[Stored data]

········

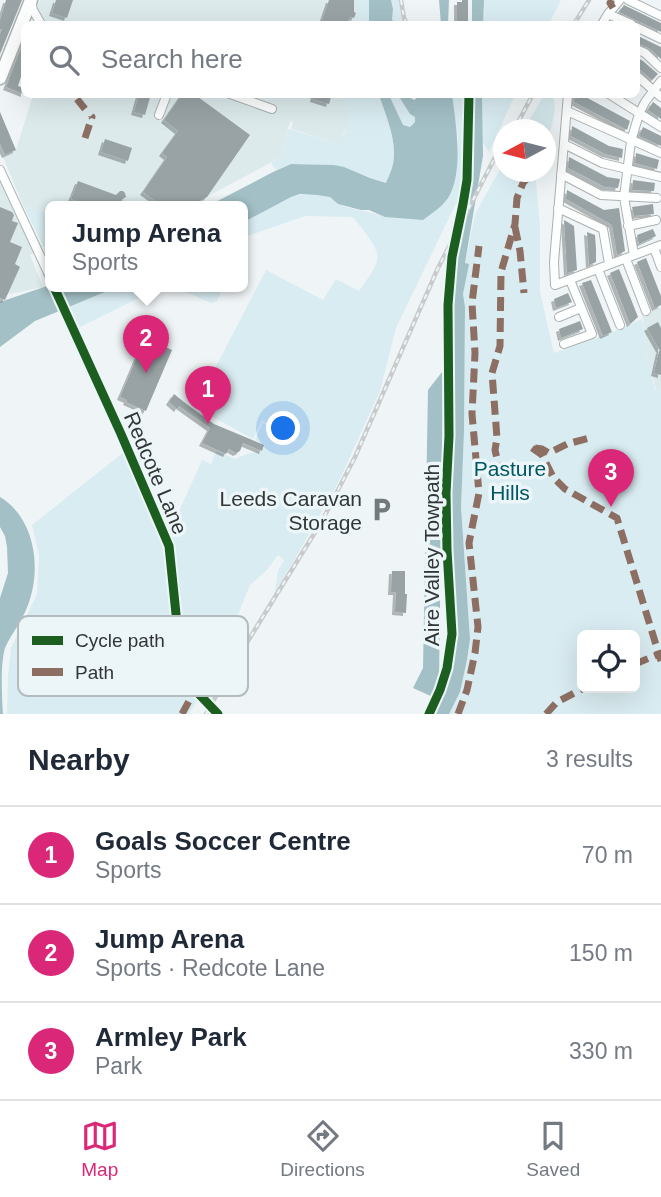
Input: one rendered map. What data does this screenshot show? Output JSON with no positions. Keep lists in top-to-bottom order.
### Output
{
  "streets": {
    "street": ["Redcote Lane"],
    "cycle path": ["Aire Valley Towpath"]
  },
  "parks": ["Pasture Hills"],
  "places": {
    "parking": ["Leeds Caravan Storage"]
  },
  "legend": ["Cycle path", "Path"],
  "north": "left",
  "page": {
    "search": "Search here",
    "popup": ["Jump Arena", "Sports"],
    "pins": ["2", "1", "3"],
    "heading": ["Nearby", "3 results"],
    "list": [
      {
        "mark": "1",
        "name": "Goals Soccer Centre",
        "note": "Sports",
        "value": "70 m"
      },
      {
        "mark": "2",
        "name": "Jump Arena",
        "note": "Sports · Redcote Lane",
        "value": "150 m"
      },
      {
        "mark": "3",
        "name": "Armley Park",
        "note": "Park",
        "value": "330 m"
      }
    ],
    "nav": ["Map", "Directions", "Saved"]
  }
}
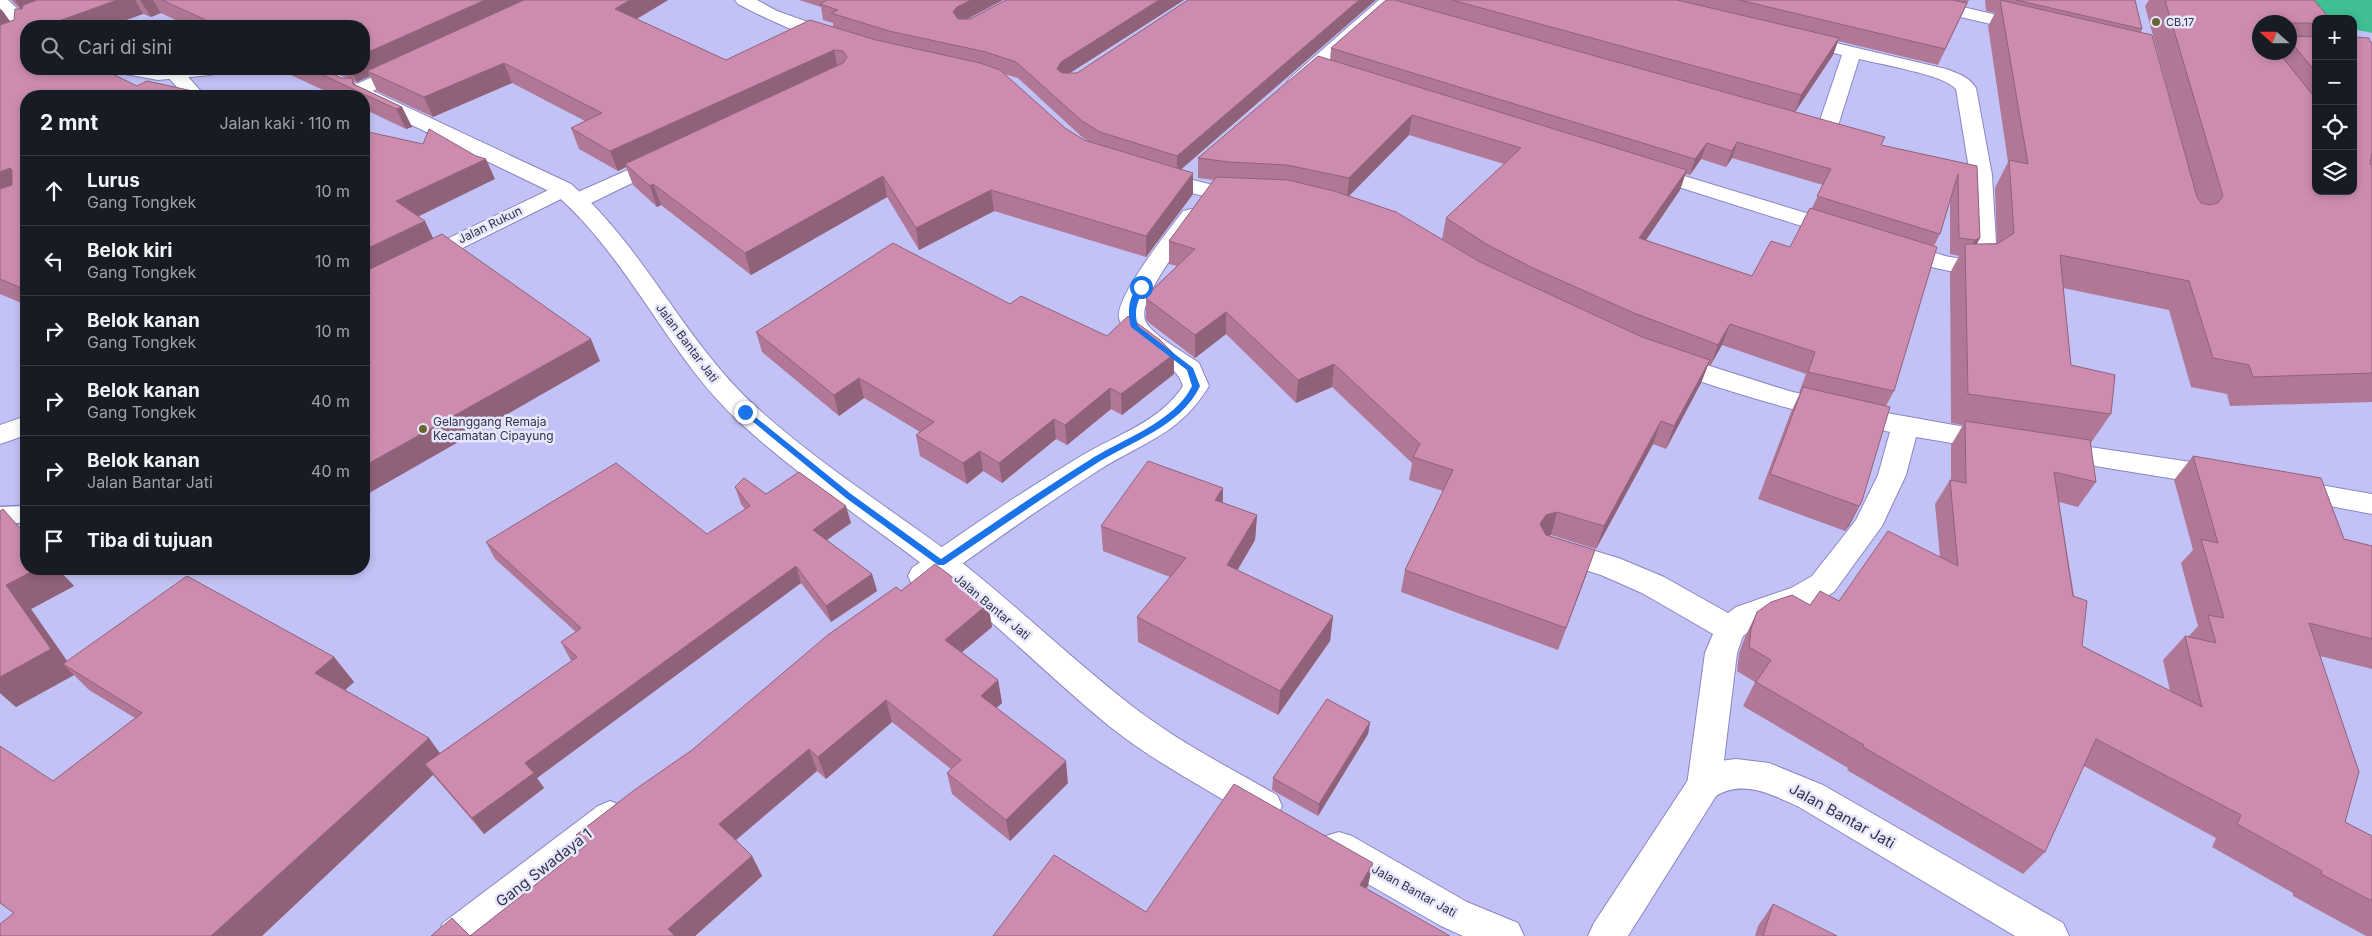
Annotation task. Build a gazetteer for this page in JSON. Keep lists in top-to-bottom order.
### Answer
{
  "streets": {
    "street": ["Jalan Rukun", "Jalan Bantar Jati", "Gang Swadaya 1"]
  },
  "crossings": [
    ["Jalan Rukun", "Jalan Bantar Jati"]
  ],
  "places": ["CB.17", "Gelanggang Remaja Kecamatan Cipayung"],
  "north": "left",
  "page": {
    "map_buttons": ["+", "−"],
    "search": "Cari di sini",
    "heading": ["2 mnt", "Jalan kaki · 110 m"],
    "list": [
      ["Lurus", "Gang Tongkek", "10 m"],
      ["Belok kiri", "Gang Tongkek", "10 m"],
      ["Belok kanan", "Gang Tongkek", "10 m"],
      ["Belok kanan", "Gang Tongkek", "40 m"],
      ["Belok kanan", "Jalan Bantar Jati", "40 m"],
      "Tiba di tujuan"
    ]
  }
}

········

*WORK ORDER:* Find the word "bottom" in the records, and report each line that has it.

*COMPLETED TASK:*
Input: one rendered map. What data does this screenshot show? Output JSON with no positions. Keep lists in top-to-bottom order.
Annotation task. Build a gazetteer for this page in JSON. Keep lists in top-to-bottom order.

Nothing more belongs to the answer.